Autonomous systems, ranging from delivery drones to industrial robotics and aerospace vehicles, depend heavily on tightly tuned Proportional-Integral-Derivative (PID) controllers to maintain stability in complex environments. However, traditional PID tuning relies heavily on human-in-the-loop manual iteration or computationally expensive heuristic searches across narrow operational envelopes.
The Agentic Drone PID Tuner introduces an OpenEnv RL playground designed to train LLM-driven agents to automate this process. Rather than acting strictly as a static grid search, AI agents in this environment must assess state observations (Root-Mean-Square Error and target oscillation) over short duration physics simulations, adjust against turbulence and dynamic payloads, and issue corrected continuous PID gains.
If an AI can reason about dynamic disturbances (wind, changing payload mass) and adjust physics controllers autonomously without heuristic blind spots, we unlock massive efficiency gains in industrial autonomy deployment.

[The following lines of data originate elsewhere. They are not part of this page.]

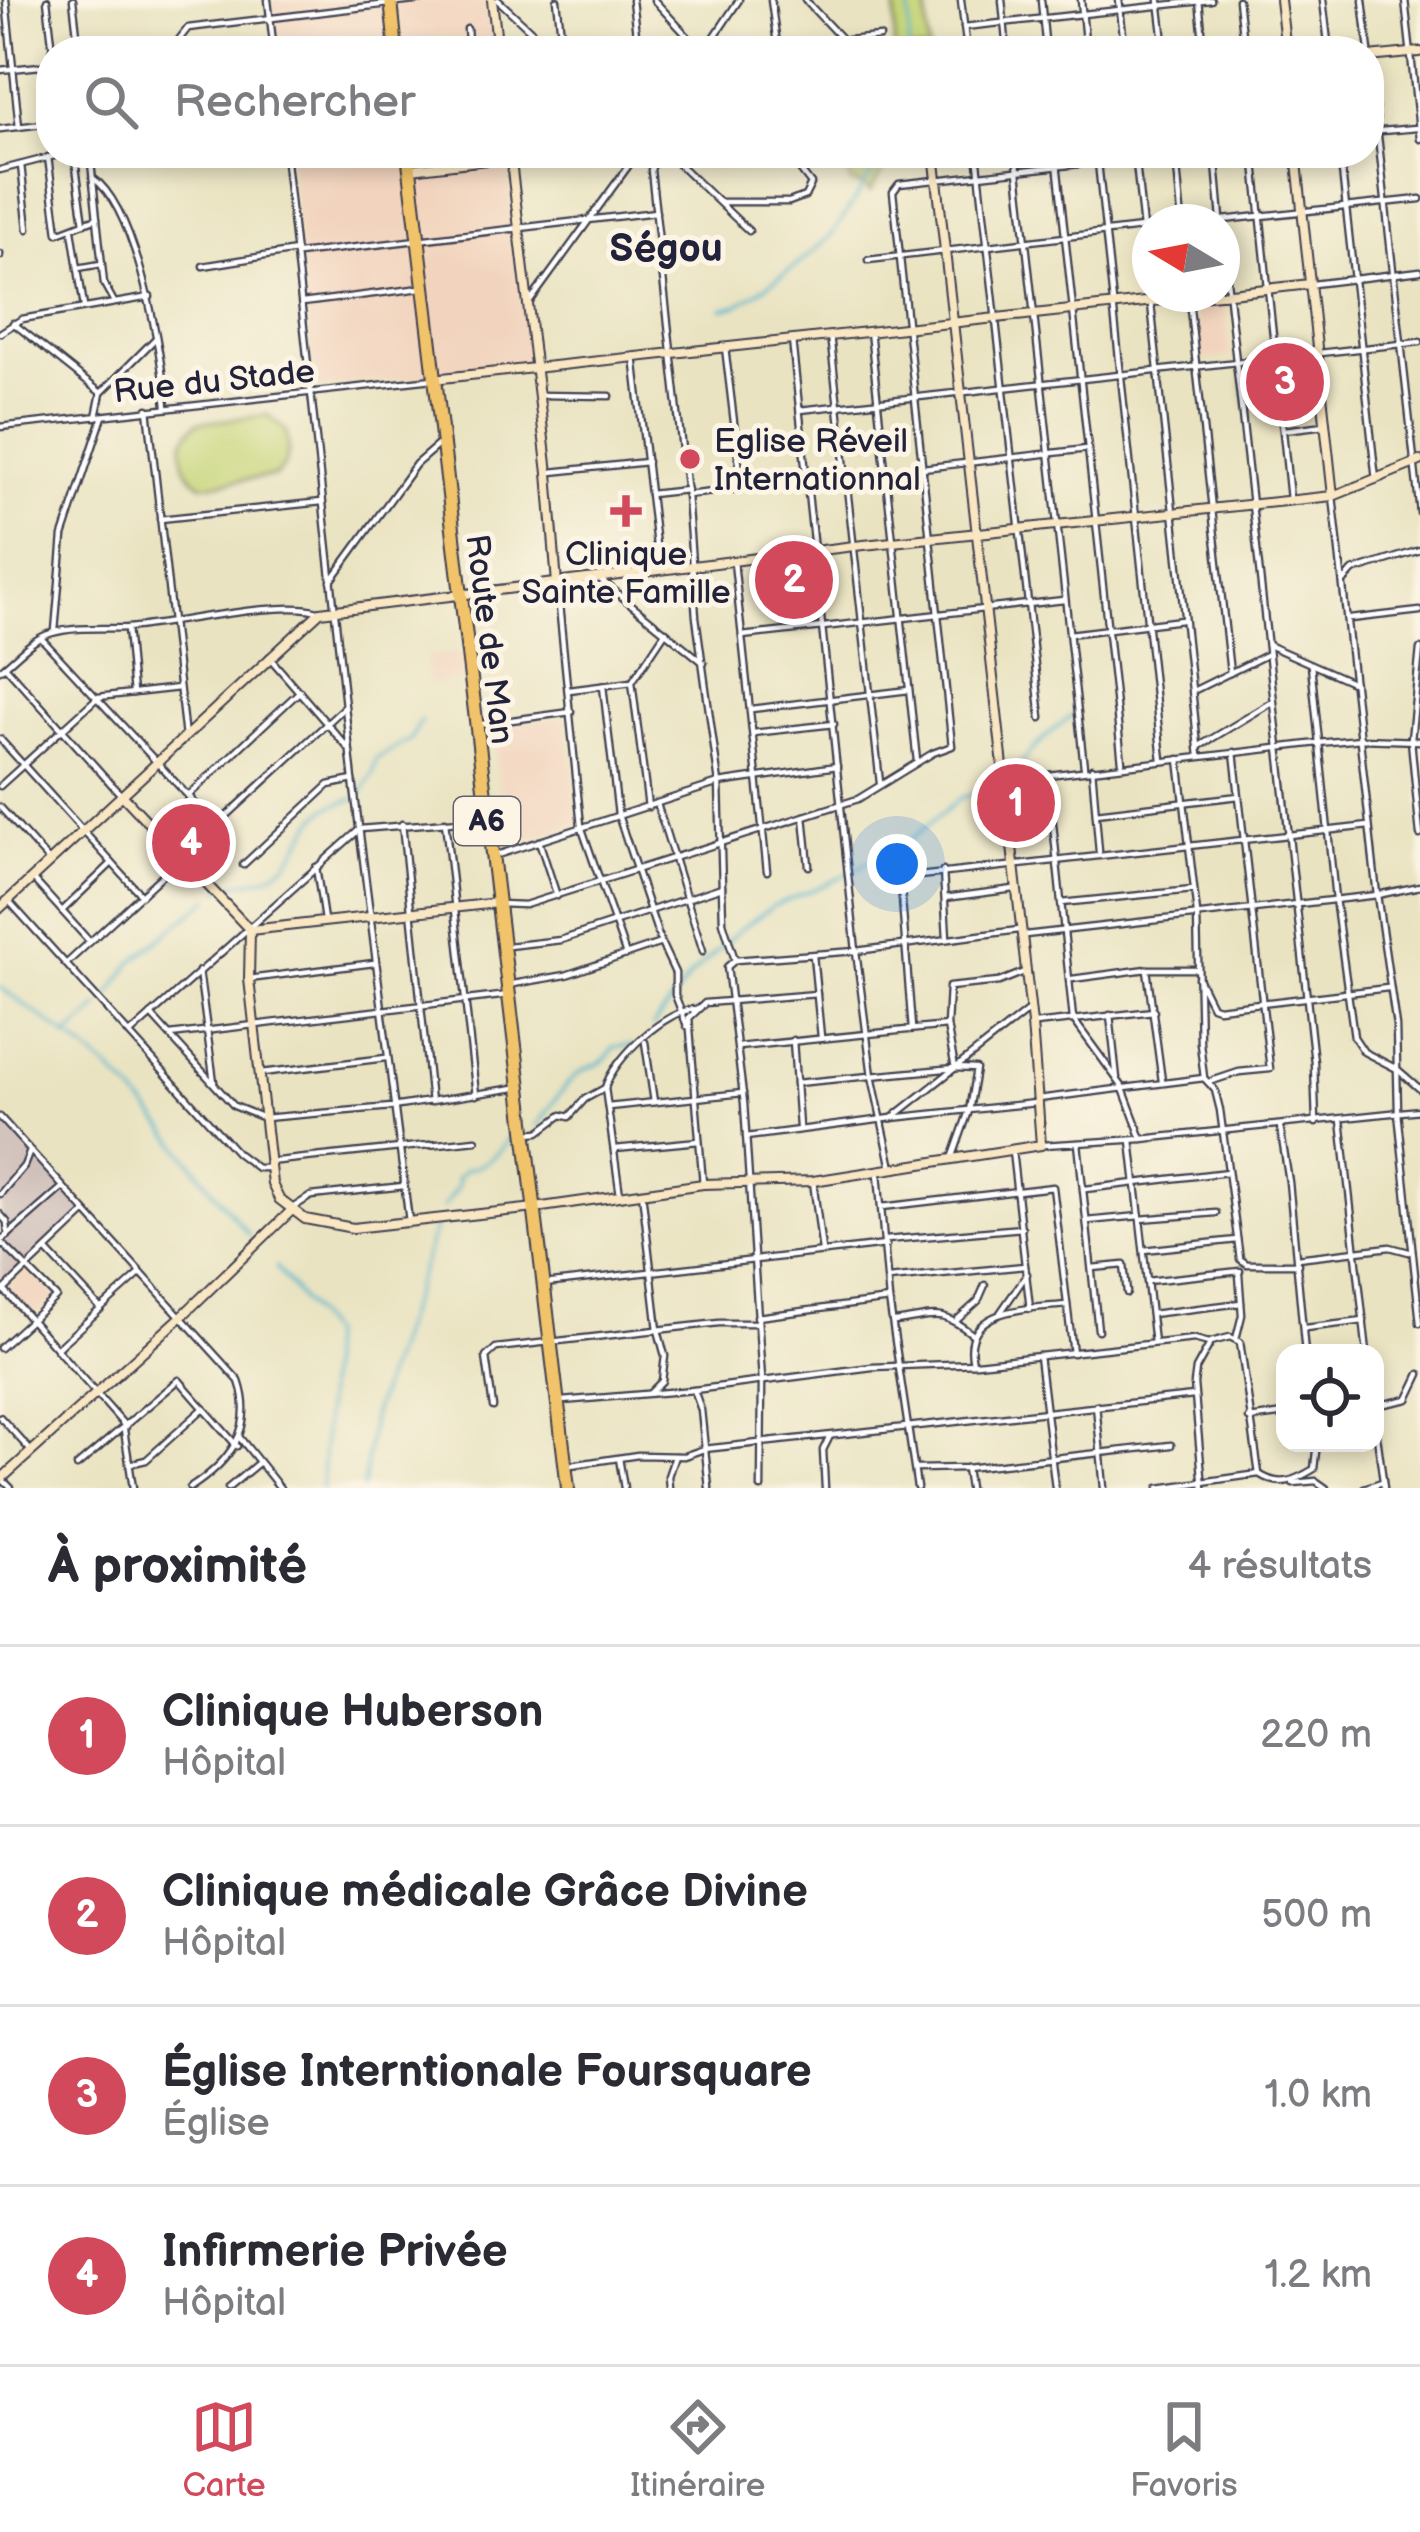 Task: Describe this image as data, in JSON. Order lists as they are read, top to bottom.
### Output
{
  "streets": {
    "highway": ["Route de Man", "A6"],
    "street": ["Rue du Stade"]
  },
  "crossings": [
    ["Rue du Stade", "Route de Man"]
  ],
  "districts": ["Ségou"],
  "places": {
    "other": ["Eglise Réveil Internationnal"],
    "health": ["Clinique Sainte Famille"]
  },
  "north": "left",
  "page": {
    "search": "Rechercher",
    "pins": [
      "3",
      "2",
      "1",
      "4"
    ],
    "heading": ["À proximité", "4 résultats"],
    "list": [
      {
        "mark": "1",
        "name": "Clinique Huberson",
        "note": "Hôpital",
        "value": "220 m"
      },
      {
        "mark": "2",
        "name": "Clinique médicale Grâce Divine",
        "note": "Hôpital",
        "value": "500 m"
      },
      {
        "mark": "3",
        "name": "Église Interntionale Foursquare",
        "note": "Église",
        "value": "1.0 km"
      },
      {
        "mark": "4",
        "name": "Infirmerie Privée",
        "note": "Hôpital",
        "value": "1.2 km"
      }
    ],
    "nav": ["Carte", "Itinéraire", "Favoris"]
  }
}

There are currently several powerful tools for drone controller tuning out in the wild, including PIDtoolbox / PTB Labs, MATLAB/Simulink Closed-Loop PID Autotuner, Bitcraze cfclient and web applications like The Flying Emu PID Tuner.

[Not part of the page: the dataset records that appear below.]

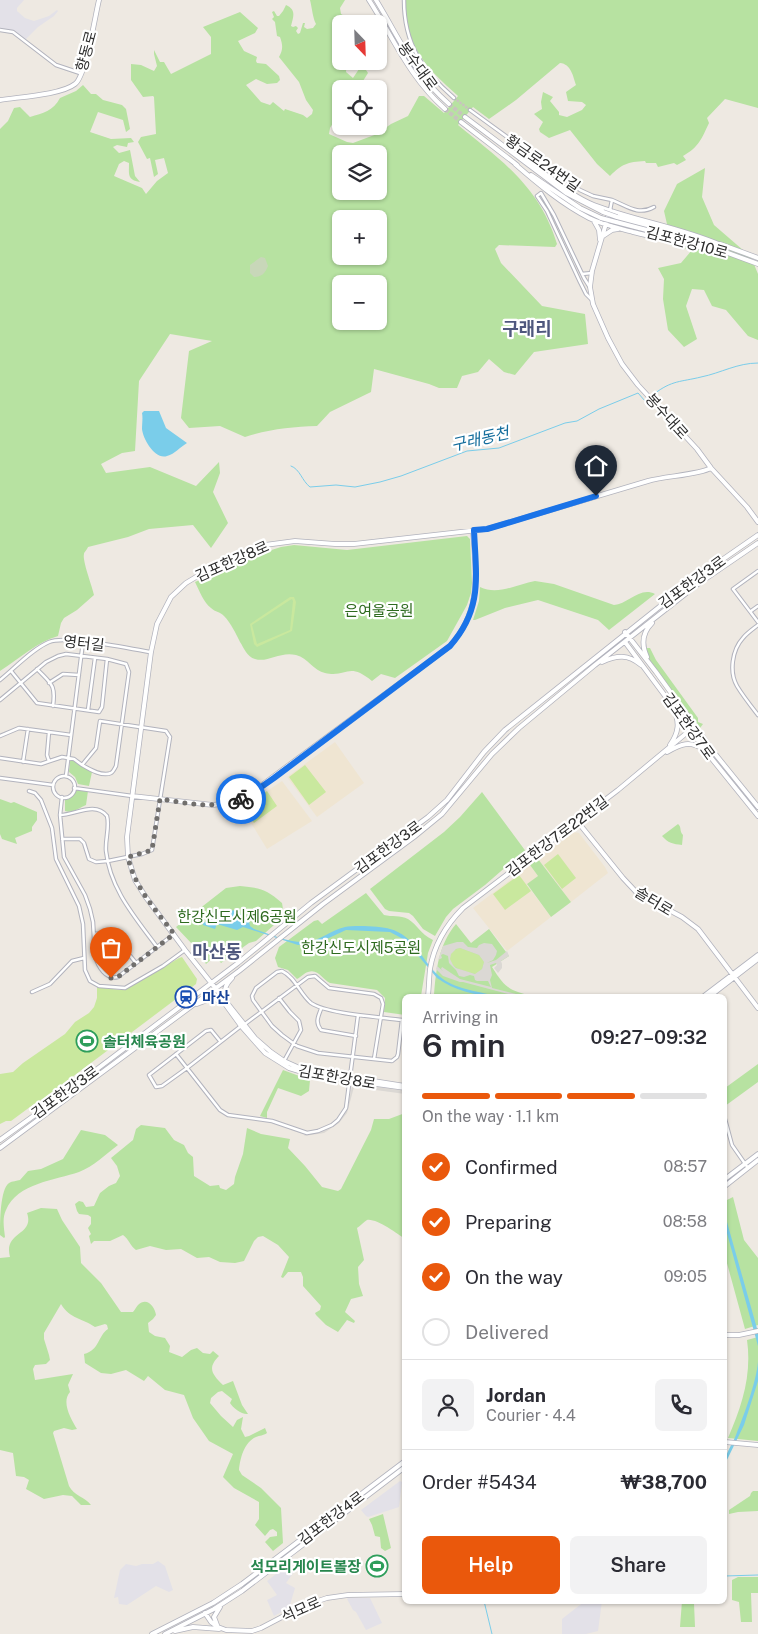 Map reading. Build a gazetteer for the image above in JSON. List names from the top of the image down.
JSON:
{
  "streets": {
    "street": [
      "향동로",
      "봉수대로",
      "황금로24번길",
      "김포한강10로",
      "김포한강8로",
      "김포한강3로",
      "영터길",
      "김포한강7로",
      "김포한강7로22번길",
      "솔터로",
      "김포한강4로",
      "석모로"
    ]
  },
  "crossings": [
    ["봉수대로", "김포한강8로"],
    ["김포한강8로", "김포한강3로"],
    ["김포한강8로", "영터길"],
    ["김포한강3로", "김포한강7로"],
    ["김포한강7로", "김포한강7로22번길"],
    ["김포한강7로22번길", "솔터로"],
    ["김포한강4로", "석모로"]
  ],
  "districts": ["구래리", "마산동"],
  "water": ["구래동천"],
  "parks": ["은여울공원", "한강신도시제6공원", "한강신도시제5공원"],
  "places": {
    "station": ["마산"],
    "sports": ["솔터체육공원", "석모리게이트볼장"]
  },
  "north": "bottom right",
  "page": {
    "map_buttons": ["+", "−"],
    "heading": ["6 min", "Arriving in", "09:27–09:32"],
    "panel": [
      "Jordan",
      "Courier · 4.4",
      "Order #5434",
      "₩38,700"
    ],
    "bar": "On the way · 1.1 km",
    "list": [
      ["Confirmed", "08:57"],
      ["Preparing", "08:58"],
      ["On the way", "09:05"],
      "Delivered"
    ],
    "buttons": ["Help", "Share"]
  }
} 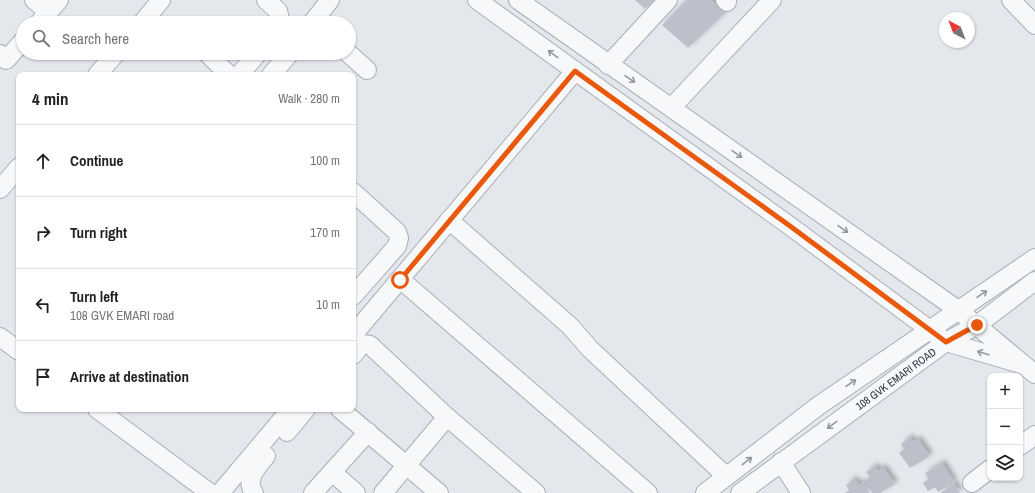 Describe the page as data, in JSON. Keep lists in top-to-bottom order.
{
  "streets": {
    "street": ["108 GVK EMARI ROAD"]
  },
  "north": "top left",
  "page": {
    "search": "Search here",
    "heading": ["4 min", "Walk · 280 m"],
    "list": [
      ["Continue", "100 m"],
      ["Turn right", "170 m"],
      ["Turn left", "108 GVK EMARI road", "10 m"],
      "Arrive at destination"
    ],
    "map_buttons": ["+", "−"]
  }
}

What sets the Agentic PID Tuner environment apart is that every single one of those tools inherently assumes a human-in-the-loop, requires real manual flight tests, or fundamentally relies on post-flight blackbox logging (e.g. Betaflight Blackbox Explorer). This OpenEnv sandbox creates a fully autonomous, programmatic closed loop. It is actively designed to teach an AI Agent (an LLM) to take over the flight engineering process natively in simulation without rendering visuals or relying on manual pilot data—filling a vital gap in truly automated aerospace tuning.
This environment simulates a 1D vertical drone flight subject to turbulent drag, payload scaling and base physics equations. The agent's goal is to tune the PID parameters to securely reach and maintain a targeted altitude.
-
Action Space:
DroneActionrequires 3 continuous parameter adjustments.Kp(float): Proportional gain — acts on the immediate target error.Ki(float): Integral gain — acts on the accumulated historical error.Kd(float): Derivative gain — anticipates future error by tracking the error rate of change.
-
Observation Space:
DroneObservationgives the agent immediate post-step feedback.rmse(float): The root-mean-square error of the flight path versus thetarget_altitude.oscillation(float): The total number of times the drone crossed the target setpoint plane (over-correction penalty metric).reward(float): Shaped gradient reward for reinforcement backpropagation.
We implement domain randomization during episode generation to prevent trivial "gaming" of the gradient. Agents are scored deterministically by a non-exploitable grader relying on strictly bounded exponential decay over the RMSE penalty.
- Easy (
stability_easy): Standard 1.0kg drone against mild -5N wind. Reach 50m. Tests basic capability of converging on stable PID weights. - Medium (
payload_medium): Drone mass doubled to 2.0kg and wind resistance increased to -10N. Reach 100m. Tests the agent's ability to boost integral power against heavy inertial momentum without crashing. - Hard (
stormy_hard): Requires extreme finesse. An unnaturally light drone (0.5kg) against severe -15N downdrafts. Reach 150m. Without tight derivative predictions, the drone's low inertia causes it to be violently flung past the goal line.
Zero-shot evaluations on untuned base LLM models (e.g. llama3 baseline running inference with generic starting prompts and 5 steps) yield the following approximate benchmark scores (scaled 0.0 - 1.0, 1.0 being flawless 0-RMSE hold):
stability_easy: ~0.42payload_medium: ~0.25stormy_hard: ~0.08
Fine-tuned agents using GRPO methodologies should easily achieve >0.8 scores on target evaluations.
-
Install the Environment: Navigate to the
envs/drone_envdirectory and install it in editable mode:cd envs/drone_env pip install .
-
Start the OpenEnv Server: Run the following command to start the FastAPI server (using Uvicorn):
python -m uvicorn drone_env.server:app --host 0.0.0.0 --port 8000
The server will be available at
http://127.0.0.1:8000. -
Run the Inference Example: Open a new terminal, verify your environment settings, and run:
export HF_TOKEN="your_token_here" python inference.py
- Environment:
drone_env/drone_environment.py- Action Space:
DroneAction(Kp,Ki,Kdfloats). - Observation Space:
DroneObservation(rmse,oscillation,rewardfloats).
- Action Space:
- Physics Simulation:
drone_env/kinematics.py - OpenEnv Server:
drone_env/server.py
The environment leverages predefined configurations in openenv.yaml to score agents based on altitude targeting and stability against varying mass and wind.